Poor care and preventable harm are at risk of becoming “normalised” in England’s maternity services, says the healthcare regulator in yet another damning indictment of the treatment of women and their babies.
The Care Quality Commission (CQC) found too many maternity units were “not fit for purpose” and that the issues raised about poor care discovered in the landmark reviews into maternity services at East Kent and also Shrewsbury and Telford not only persisted, but were widespread across the NHS.
Inspectors found staffing shortages, with nurses fresh out of university taking on tasks better suited to more senior midwives and doctors; delays to emergency caesareans because operating theatres were unavailable; discrimination against women from ethnic minorities; poor leadership which created a culture of blame; and women not being treated with dignity.
The CQC’s findings come from inspections of 131 maternity units between August 2022 and December 2023. None had been inspected since 2021 and many were low on the list of regulator’s concern. And yet not one received the highest rating of outstanding for being safe. In fact, Sixty-five per cent of these units were failing on this measure. Close to half were rated as either requiring improvement or inadequate, and just four per cent judged outstanding.
Behind these appalling numbers are women and babies. The report is littered with their stories. Women described being unable to contemplate having another baby because they had been left so traumatised by the arrival of their firstborn. “I am now undergoing therapy for PTSD,” one woman said, “I find it incredibly traumatic to explain what happened in detail.”
One mother described being placed in a storage cupboard with her baby after an emergency C-section because there was no space on the postnatal ward, while others spoke about being left in blood-stained sheets. Women were repeatedly not listened to, and had their pain dismissed. For some women from ethnic minority groups, the denial of pain relief was combined with racism. One reported that she was told: “You are African, you are tough – you don’t need pain relief, get on with it.”
The most recent data on maternal mortality, published in January 2024, showed that black women were 2.8 times more likely to die during or up to 6 weeks after pregnancy, and Asian women were 1.7 more times likely to die during the same period.
“We cannot allow an acceptance of shortfalls that are not tolerated in other services,” Nicola Wise, the CQC’s Director of Secondary and Specialist Care, said.
These findings are, as health secretary Wes Streeting has reflected, a “cause for national shame.” He pledged that the government would work with struggling trusts to make rapid improvements.

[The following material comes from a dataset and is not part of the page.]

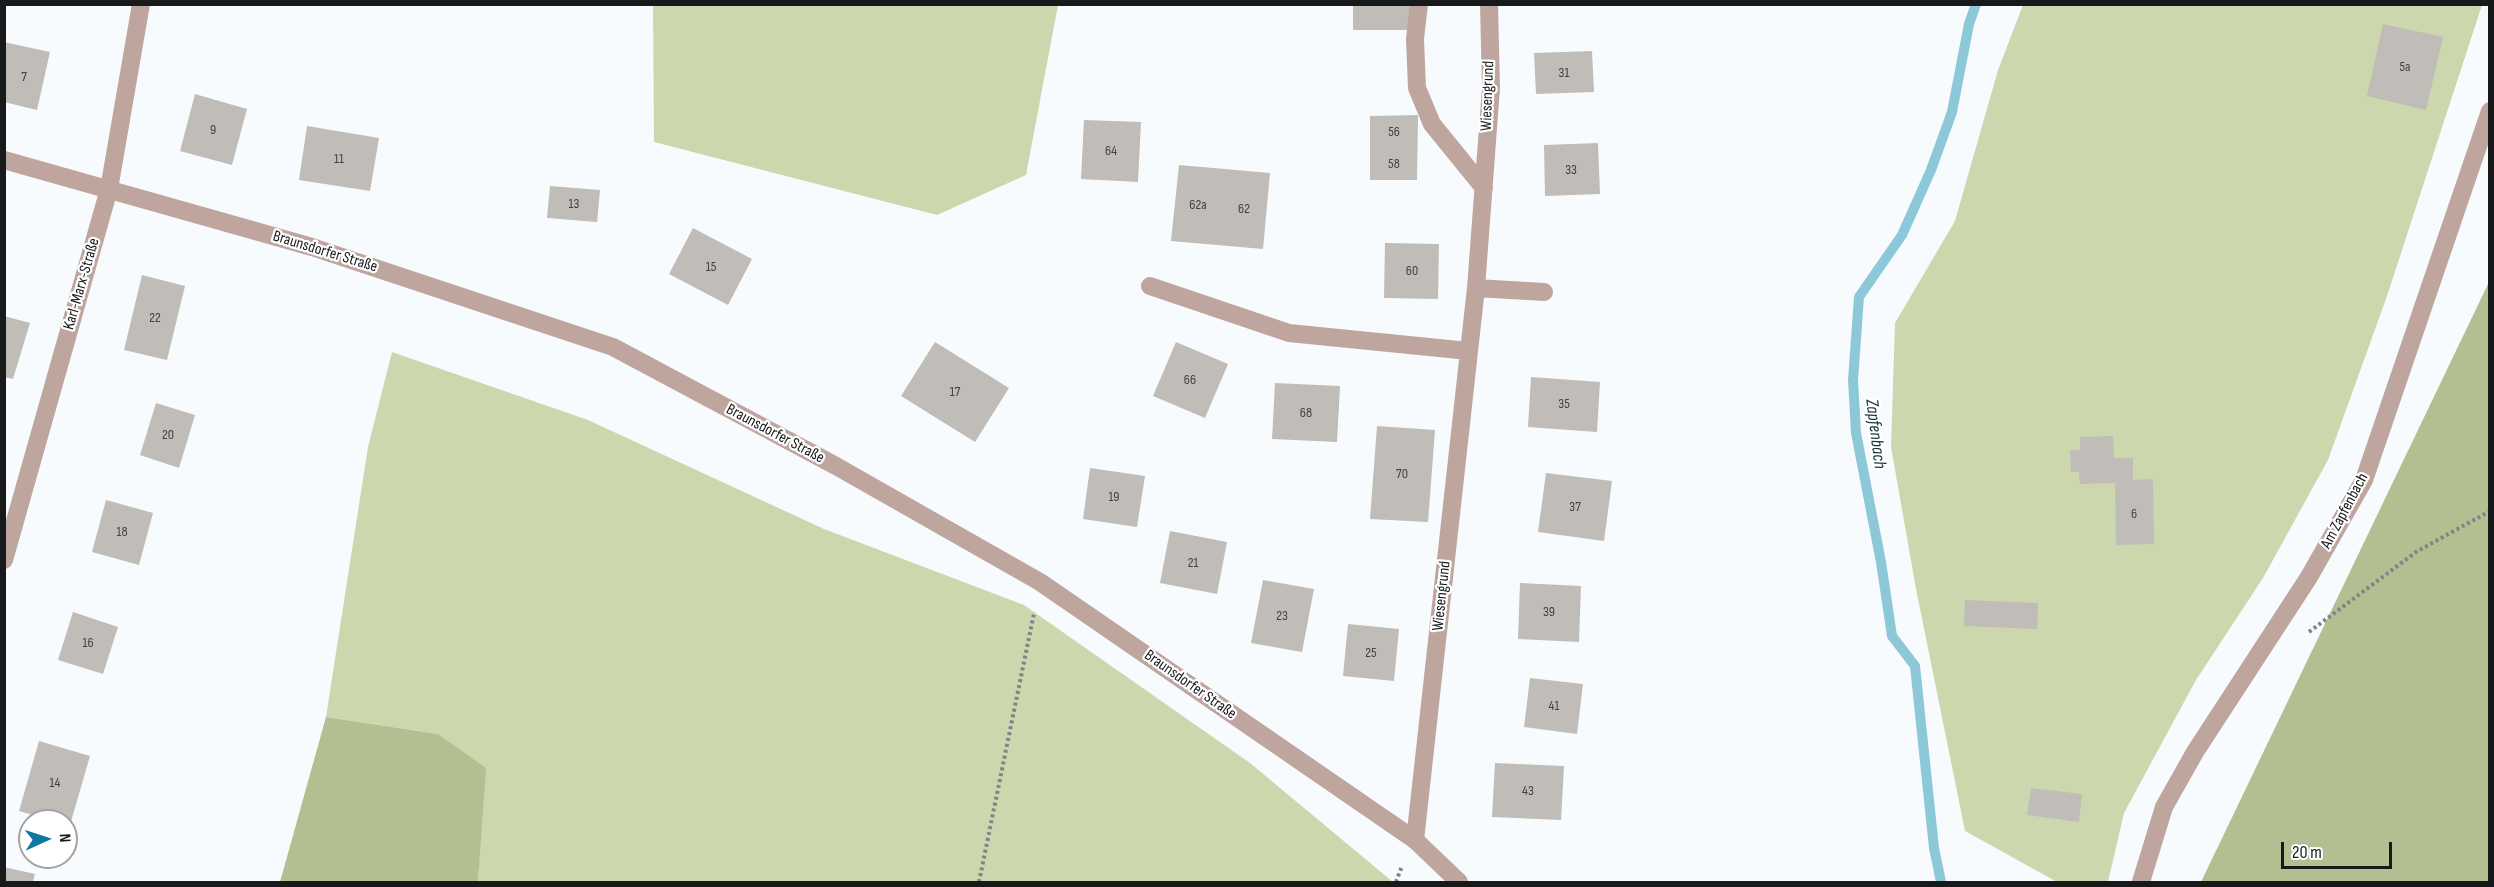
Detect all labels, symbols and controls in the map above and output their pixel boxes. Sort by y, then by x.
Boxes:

Will those in charge of these services co-operate? CQC inspectors said leaders often challenged their findings, and that they “heard an overwhelming message from trusts’ maternity leaders that they did not want any more recommendations on what they need to do to improve.” We cannot go on like this, for as the CQC says, until these issues are addressed, “women and babies will not consistently receive the level of safe care they should be entitled to and the level of care that staff want to be able to deliver every time”.